[Start of Attachment]

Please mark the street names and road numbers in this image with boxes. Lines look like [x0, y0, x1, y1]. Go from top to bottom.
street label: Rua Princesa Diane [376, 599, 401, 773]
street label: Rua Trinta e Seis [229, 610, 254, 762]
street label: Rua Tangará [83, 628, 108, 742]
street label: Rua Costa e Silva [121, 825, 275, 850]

[End of Attachment]

= TRY IT =
Reproduce each entry precisely, so that nothing differs from the original.

= SOLVED EXERCISE =
Please mark the street names and road numbers in this image with boxes. Lines look like [x0, y0, x1, y1]. Go from top to bottom.
street label: Rua Princesa Diane [376, 599, 401, 773]
street label: Rua Trinta e Seis [229, 610, 254, 762]
street label: Rua Tangará [83, 628, 108, 742]
street label: Rua Costa e Silva [121, 825, 275, 850]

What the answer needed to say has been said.